Indeed, one can even question whether it was necessary to lean against grade inflation at all.
In economics, signalling theory asserts that individuals already possess ability and that grading serves simply as a means to demonstrate this to potential employers. From this point of view, the potential inflation of last year’s grades shouldn’t have been concerning. How so? Well, let’s imagine that teachers were asked only to provide a mark (and not a grade) for each pupil. These could’ve been biased towards the upside. For argument’s sake, let’s assume they were inflated by five percentage points for all students. Arguably this wouldn’t have mattered, provided the relative ordering was preserved (something that definitely would’ve happened within classes, and probably across them too). Had students been scored relatively (effectively by their percentile) in this manner, universities and employers could still have identified the best students. If you were an exam board clinging to the ideology of lettered grades, you could still have assigned them by retrospectively setting thresholds which would’ve allowed for comparisons with previous years’ grades.
Of course, that doesn’t mean that there wouldn’t have been costs had we seen rampant grade inflation in the short run. If the temporary system had led to teachers effectively competing with each other to offer higher and higher marks, then there would’ve been a far greater risk of misallocation of grades between students.

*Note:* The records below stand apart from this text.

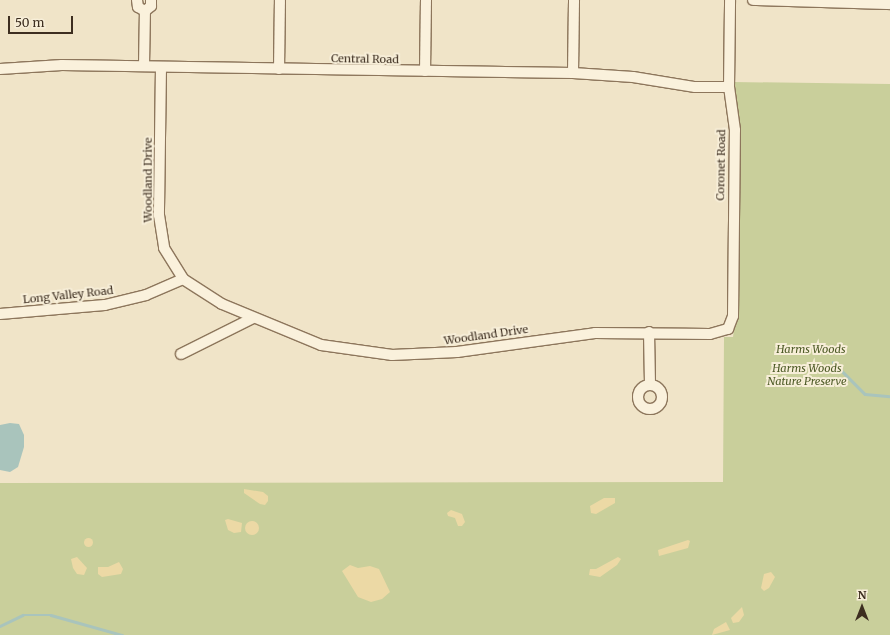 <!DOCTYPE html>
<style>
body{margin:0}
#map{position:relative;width:890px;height:635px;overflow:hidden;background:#f0e4c8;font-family:Merriweather,serif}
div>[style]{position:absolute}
.green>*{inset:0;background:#c9cf9b}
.sand>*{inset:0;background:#ecd9a5}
.round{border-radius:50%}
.water>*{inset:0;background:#a9c4bc}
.stream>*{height:2.5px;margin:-1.25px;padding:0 1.25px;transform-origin:1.25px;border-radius:1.25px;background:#a9c4bc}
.roads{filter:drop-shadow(1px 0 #8d765c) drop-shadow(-1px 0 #8d765c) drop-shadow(0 1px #8d765c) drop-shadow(0 -1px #8d765c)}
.minor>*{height:10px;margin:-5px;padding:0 5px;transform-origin:5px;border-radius:5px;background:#faf1dc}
.minor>.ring{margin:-5px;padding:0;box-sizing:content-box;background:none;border:10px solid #faf1dc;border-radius:50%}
span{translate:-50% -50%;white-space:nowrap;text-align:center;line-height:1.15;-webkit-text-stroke:4px #f7eed8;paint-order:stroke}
.street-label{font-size:11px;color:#3d2e20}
.park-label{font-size:11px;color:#4d5a26;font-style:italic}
.north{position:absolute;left:842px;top:587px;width:40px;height:40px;-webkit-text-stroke:3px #f7eed8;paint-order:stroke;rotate:0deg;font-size:11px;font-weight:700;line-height:16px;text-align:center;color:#3d2e20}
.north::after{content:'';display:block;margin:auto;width:14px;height:18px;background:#3d2e20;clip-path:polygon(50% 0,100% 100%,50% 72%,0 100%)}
.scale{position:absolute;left:8px;top:16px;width:65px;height:18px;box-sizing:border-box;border:2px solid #3d2e20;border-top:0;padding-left:5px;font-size:12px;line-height:14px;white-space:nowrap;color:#3d2e20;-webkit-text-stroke:3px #f7eed8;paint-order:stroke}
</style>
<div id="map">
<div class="green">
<i style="clip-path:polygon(733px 82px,890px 84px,890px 635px,0 635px,0 483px,723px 482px,724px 337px,733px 337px,737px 307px)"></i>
</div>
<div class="sand">
<i style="clip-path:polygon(244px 489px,263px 492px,268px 496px,268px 501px,265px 505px,260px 504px,244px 493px)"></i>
<i style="clip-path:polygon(604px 498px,615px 498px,615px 503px,596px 514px,591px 513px,590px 506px)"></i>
<i style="clip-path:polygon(451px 510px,462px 514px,465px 522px,462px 526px,458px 526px,455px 518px,448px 516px,447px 513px)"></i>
<i style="clip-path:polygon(228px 519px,242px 523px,241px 532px,234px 533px,228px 530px,225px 520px)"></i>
<i class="round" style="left:245px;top:521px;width:14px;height:14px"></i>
<i class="round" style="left:83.5px;top:537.5px;width:9px;height:9px"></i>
<i style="clip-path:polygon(688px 540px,690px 541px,688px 548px,659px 556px,658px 550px)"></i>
<i style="clip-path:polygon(77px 557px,87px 568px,84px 575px,77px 574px,73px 568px,71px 559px)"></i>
<i style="clip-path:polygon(618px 557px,621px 559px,617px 565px,600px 577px,589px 575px,590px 569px,596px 569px)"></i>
<i style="clip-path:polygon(119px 562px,123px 569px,121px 574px,102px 577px,98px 574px,98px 567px,108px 567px)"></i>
<i style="clip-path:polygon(350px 565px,358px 568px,370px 566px,379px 569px,390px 592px,382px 599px,371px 602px,358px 597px,342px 571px)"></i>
<i style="clip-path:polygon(771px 572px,775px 577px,769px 588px,764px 591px,761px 588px,764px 574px)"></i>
<i style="clip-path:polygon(742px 607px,744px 615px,739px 622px,733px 623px,731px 618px)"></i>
<i style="clip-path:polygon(726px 622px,730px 630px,712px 635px,714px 629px)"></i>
</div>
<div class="water">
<i style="clip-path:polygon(10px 423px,19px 424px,24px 435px,24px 447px,18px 467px,10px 472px,0 470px,0 425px)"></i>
</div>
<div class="stream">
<i style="left:833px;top:362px;width:45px;rotate:45deg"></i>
<i style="left:865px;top:394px;width:25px;rotate:5deg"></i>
<i style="left:0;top:626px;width:25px;rotate:-26deg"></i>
<i style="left:23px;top:615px;width:28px"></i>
<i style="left:51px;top:615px;width:74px;rotate:15.7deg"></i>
</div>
<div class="roads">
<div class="minor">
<i style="left:137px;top:0;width:7px;rotate:82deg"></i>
<i style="left:138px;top:7px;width:8px;rotate:30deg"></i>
<i style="left:145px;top:11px;width:8px;rotate:-40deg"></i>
<i style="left:151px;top:6px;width:6px;rotate:-90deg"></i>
<i style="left:753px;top:0;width:137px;rotate:1.7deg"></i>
<i style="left:144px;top:66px;width:55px;rotate:-89deg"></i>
<i style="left:161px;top:67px;width:148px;rotate:90.8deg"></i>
<i style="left:159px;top:215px;width:33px;rotate:81deg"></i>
<i style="left:164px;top:248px;width:36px;rotate:58deg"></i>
<i style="left:183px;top:279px;width:46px;rotate:32.7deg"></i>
<i style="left:222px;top:304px;width:107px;rotate:22.5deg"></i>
<i style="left:321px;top:345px;width:72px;rotate:8deg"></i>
<i style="left:392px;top:355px;width:65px;rotate:-2.6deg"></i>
<i style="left:457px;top:352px;width:139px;rotate:-7.8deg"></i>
<i style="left:595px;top:333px;width:115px;rotate:0.5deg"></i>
<i style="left:710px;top:334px;width:19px;rotate:-16deg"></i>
<i style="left:728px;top:329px;width:14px;rotate:-69deg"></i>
<i style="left:733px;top:316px;width:186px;rotate:-89.4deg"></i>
<i style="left:735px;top:130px;width:43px;rotate:-97.9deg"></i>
<i style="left:729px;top:87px;width:87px;rotate:-89.3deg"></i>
<i style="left:0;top:69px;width:62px;rotate:-3.7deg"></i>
<i style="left:62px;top:65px;width:511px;rotate:0.9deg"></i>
<i style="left:573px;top:73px;width:60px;rotate:3.8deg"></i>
<i style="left:633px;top:77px;width:63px;rotate:9.2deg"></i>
<i style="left:695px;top:87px;width:34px"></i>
<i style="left:279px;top:69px;width:69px;rotate:-89.2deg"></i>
<i style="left:425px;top:71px;width:71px;rotate:-89.2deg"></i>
<i style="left:573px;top:73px;width:73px;rotate:-89.2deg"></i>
<i style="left:0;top:314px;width:105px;rotate:-4.9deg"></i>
<i style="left:105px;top:305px;width:42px;rotate:-13.7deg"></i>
<i style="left:146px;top:295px;width:40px;rotate:-23.4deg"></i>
<i style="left:649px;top:332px;width:53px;rotate:88.9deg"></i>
<i style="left:181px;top:354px;width:80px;rotate:-26.6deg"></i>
<i class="ring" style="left:638px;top:385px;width:14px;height:14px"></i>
</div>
</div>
<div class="street-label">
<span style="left:365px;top:59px;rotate:1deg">Central Road</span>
<span style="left:721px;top:165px;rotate:-89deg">Coronet Road</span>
<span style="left:148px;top:180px;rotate:-90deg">Woodland Drive</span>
<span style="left:68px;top:295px;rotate:-6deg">Long Valley Road</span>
<span style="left:486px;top:335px;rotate:-8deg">Woodland Drive</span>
</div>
<div class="park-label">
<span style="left:811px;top:349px">Harms Woods</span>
<span style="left:807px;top:375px">Harms Woods<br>Nature Preserve</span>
</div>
<div class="north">N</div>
<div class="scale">50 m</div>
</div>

The purpose of that algorithm was clearly to prevent this (though in the event, it was poorly executed and unnecessary). Truthfully, this was probably unlikely to have been a serious concern, given the implications for a teacher’s credibility had they acted this way.
However, even though we did see grade inflation last year, it probably won’t matter much in the long run. Over time, the grade competition between cohorts decreases as employers increasingly focus more on comparisons in recent achievements (higher levels of education, work experience etc.). In other words, the long-run impact of a one-off shock to average grades will be fairly small. And that’s the thing with grade inflation. As long as it doesn’t affect learning, and provided it doesn’t reduce the clarity of the grading system, it really doesn’t matter all that much.

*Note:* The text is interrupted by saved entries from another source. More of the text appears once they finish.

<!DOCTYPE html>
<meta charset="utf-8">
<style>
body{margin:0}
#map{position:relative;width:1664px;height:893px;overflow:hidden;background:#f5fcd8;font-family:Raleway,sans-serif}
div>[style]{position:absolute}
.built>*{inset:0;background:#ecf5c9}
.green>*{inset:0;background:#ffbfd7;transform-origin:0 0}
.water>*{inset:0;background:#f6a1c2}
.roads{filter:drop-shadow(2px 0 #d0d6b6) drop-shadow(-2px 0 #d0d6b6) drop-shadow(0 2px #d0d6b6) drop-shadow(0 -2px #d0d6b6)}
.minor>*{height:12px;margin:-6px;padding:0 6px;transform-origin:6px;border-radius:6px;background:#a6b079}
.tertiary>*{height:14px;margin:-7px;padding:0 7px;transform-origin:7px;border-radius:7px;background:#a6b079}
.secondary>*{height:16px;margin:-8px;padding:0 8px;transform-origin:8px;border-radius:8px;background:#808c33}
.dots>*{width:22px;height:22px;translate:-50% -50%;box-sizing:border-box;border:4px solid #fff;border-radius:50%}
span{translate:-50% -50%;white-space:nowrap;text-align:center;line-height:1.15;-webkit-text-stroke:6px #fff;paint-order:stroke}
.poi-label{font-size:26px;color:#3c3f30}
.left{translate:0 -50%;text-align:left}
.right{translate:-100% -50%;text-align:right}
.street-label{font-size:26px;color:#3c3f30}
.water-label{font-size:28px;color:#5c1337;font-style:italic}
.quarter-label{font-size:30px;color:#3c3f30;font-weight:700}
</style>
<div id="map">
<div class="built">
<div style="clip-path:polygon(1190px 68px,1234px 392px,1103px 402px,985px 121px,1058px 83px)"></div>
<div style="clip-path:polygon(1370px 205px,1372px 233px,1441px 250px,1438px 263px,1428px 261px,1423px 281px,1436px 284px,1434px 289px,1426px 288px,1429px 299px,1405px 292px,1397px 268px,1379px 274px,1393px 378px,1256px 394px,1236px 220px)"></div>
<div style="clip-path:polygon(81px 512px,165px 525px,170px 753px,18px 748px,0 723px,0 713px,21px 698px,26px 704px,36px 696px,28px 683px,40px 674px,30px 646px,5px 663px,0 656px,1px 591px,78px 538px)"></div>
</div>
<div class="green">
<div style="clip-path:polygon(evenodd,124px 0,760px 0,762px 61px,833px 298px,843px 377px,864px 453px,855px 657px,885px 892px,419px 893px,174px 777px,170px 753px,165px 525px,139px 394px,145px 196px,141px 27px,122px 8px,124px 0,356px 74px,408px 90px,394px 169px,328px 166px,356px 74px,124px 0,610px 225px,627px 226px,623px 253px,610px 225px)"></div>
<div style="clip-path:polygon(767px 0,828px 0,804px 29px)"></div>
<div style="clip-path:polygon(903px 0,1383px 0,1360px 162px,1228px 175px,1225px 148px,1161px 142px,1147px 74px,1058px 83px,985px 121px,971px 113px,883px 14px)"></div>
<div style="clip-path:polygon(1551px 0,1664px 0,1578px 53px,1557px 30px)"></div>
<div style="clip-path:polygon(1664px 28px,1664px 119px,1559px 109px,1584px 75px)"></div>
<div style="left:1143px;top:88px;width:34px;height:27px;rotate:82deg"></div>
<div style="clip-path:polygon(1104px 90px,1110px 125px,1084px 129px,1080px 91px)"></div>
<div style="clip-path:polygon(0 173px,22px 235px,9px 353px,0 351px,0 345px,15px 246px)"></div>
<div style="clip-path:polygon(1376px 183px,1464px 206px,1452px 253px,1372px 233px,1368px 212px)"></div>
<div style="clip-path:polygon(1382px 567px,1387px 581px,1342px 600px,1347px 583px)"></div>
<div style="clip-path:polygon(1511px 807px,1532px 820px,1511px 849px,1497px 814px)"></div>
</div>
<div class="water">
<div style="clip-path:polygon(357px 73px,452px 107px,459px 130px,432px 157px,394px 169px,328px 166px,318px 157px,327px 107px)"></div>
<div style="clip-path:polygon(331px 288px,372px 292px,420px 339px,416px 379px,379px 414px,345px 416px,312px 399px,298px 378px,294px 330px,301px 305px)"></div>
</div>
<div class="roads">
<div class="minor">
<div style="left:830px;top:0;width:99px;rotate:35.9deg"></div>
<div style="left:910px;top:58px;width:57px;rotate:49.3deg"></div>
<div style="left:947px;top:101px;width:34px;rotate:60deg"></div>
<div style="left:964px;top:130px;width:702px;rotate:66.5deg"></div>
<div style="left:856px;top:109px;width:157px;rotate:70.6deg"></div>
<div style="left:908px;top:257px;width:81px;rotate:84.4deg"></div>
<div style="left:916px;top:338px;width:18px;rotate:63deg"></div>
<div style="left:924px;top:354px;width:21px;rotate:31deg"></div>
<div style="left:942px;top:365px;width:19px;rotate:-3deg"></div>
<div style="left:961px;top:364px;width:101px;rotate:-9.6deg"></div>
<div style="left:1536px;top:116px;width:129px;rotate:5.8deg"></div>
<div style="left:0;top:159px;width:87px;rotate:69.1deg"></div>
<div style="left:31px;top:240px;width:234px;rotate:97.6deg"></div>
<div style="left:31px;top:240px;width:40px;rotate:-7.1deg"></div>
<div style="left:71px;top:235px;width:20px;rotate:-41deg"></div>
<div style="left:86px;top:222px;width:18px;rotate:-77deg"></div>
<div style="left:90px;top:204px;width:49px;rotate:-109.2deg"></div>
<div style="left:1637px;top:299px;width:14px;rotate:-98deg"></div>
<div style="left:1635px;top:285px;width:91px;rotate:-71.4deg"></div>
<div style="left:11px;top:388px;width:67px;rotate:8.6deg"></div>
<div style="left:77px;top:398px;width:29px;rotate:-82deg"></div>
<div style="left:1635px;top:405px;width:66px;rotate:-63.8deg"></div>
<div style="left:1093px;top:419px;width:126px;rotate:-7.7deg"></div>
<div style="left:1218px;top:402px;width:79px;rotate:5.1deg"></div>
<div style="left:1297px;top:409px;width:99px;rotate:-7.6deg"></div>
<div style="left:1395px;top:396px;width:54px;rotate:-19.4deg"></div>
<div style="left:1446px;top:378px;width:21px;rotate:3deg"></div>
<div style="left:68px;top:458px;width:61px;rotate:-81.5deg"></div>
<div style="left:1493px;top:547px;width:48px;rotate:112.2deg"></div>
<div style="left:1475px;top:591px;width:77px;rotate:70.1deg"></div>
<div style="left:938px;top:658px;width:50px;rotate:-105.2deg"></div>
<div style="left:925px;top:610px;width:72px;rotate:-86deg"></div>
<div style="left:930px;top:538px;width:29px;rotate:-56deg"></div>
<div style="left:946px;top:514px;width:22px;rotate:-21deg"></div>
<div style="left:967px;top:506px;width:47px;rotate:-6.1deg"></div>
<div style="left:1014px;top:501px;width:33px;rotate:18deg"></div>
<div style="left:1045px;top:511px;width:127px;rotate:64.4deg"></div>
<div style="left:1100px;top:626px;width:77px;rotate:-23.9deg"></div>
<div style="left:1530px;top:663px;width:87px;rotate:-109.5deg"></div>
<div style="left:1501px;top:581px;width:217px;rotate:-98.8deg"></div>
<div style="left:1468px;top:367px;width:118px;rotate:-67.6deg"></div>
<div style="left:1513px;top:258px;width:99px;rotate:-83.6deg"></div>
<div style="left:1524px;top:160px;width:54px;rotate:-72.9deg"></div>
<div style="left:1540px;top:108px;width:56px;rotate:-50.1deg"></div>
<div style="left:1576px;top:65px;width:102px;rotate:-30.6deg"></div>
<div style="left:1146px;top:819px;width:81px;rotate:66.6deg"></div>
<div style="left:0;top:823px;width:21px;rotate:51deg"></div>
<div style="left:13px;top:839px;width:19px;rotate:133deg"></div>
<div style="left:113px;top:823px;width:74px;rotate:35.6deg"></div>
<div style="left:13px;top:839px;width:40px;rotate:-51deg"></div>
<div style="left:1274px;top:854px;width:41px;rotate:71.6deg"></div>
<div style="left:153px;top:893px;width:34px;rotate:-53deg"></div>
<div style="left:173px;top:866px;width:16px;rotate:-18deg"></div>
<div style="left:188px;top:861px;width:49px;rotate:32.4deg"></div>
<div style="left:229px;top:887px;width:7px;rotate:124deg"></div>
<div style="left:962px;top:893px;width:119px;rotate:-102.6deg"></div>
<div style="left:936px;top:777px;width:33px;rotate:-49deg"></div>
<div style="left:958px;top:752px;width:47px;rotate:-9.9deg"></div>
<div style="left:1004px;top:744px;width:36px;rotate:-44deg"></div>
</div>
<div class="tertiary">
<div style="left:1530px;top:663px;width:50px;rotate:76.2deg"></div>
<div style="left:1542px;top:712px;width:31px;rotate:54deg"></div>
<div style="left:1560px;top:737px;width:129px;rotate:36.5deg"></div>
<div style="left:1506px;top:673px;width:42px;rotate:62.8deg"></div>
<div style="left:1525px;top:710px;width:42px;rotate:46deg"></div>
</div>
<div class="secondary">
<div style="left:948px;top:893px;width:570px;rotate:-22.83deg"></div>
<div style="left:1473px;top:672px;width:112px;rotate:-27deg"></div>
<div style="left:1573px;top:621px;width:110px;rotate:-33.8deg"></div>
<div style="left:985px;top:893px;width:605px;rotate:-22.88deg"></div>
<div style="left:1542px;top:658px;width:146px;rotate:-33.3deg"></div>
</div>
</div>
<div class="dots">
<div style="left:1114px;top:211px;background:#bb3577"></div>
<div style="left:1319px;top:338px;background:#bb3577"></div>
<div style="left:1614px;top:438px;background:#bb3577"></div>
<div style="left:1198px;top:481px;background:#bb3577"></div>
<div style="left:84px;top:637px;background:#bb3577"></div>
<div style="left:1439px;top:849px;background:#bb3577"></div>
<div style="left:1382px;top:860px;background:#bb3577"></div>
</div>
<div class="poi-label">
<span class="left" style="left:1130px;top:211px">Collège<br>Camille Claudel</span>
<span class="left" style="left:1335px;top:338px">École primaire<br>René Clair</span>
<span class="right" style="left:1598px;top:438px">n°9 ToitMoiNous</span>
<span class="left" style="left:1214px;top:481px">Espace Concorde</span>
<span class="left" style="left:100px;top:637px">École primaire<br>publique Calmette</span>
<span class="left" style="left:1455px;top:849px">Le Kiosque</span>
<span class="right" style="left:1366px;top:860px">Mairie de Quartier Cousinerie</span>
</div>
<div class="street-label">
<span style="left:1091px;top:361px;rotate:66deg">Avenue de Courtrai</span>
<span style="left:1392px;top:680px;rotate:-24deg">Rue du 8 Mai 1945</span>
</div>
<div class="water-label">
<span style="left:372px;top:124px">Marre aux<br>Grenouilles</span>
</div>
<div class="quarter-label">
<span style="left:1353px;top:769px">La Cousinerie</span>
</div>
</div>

 Of course, there are other motives for education. From an economic perspective, chief among these is human capital theory which suggests that the primary purpose of education is to boost your own capabilities thus raising your value to future employers and the amount they’d be willing to pay you. At a macro level, this will boost the productive potential of the economy. However, from a human capital perspective, grade inflation last summer would have been irrelevant since teaching had already been completed.
 From a signalling perspective, the effects of grade inflation largely depends upon how grades are assigned. If a pre-determined mark out of one hundred earns you a certain grade, then inflation is clearly bad as it lessens the signal that a grade sends, reducing its usefulness to employers. If, on the other hand, awards are determined by percentile scores (i.e. where your mark sits relative to that of others), then the top 10% will probably always be the top 10%, regardless of how easy the exams are. In other words, grade inflation will be immaterial.
 In truth, there may have been some cases where individual teachers excessively inflated grades. Consequently, it would’ve made sense to develop a way of spotting cases that warranted further investigation, maybe by looking at how classes performed relative to normal (this in itself is a very basic algorithm). However, the mistake of the Ofqual algorithm was twofold: 1) it was being used to reassign grades in an extremely large proportion of cases rather than for simply flagging those requiring checking by the exam board and 2) by adjusting for characteristics such as class size, it was embedding variables that teachers had already accounted for in their predictions, effectively double counting.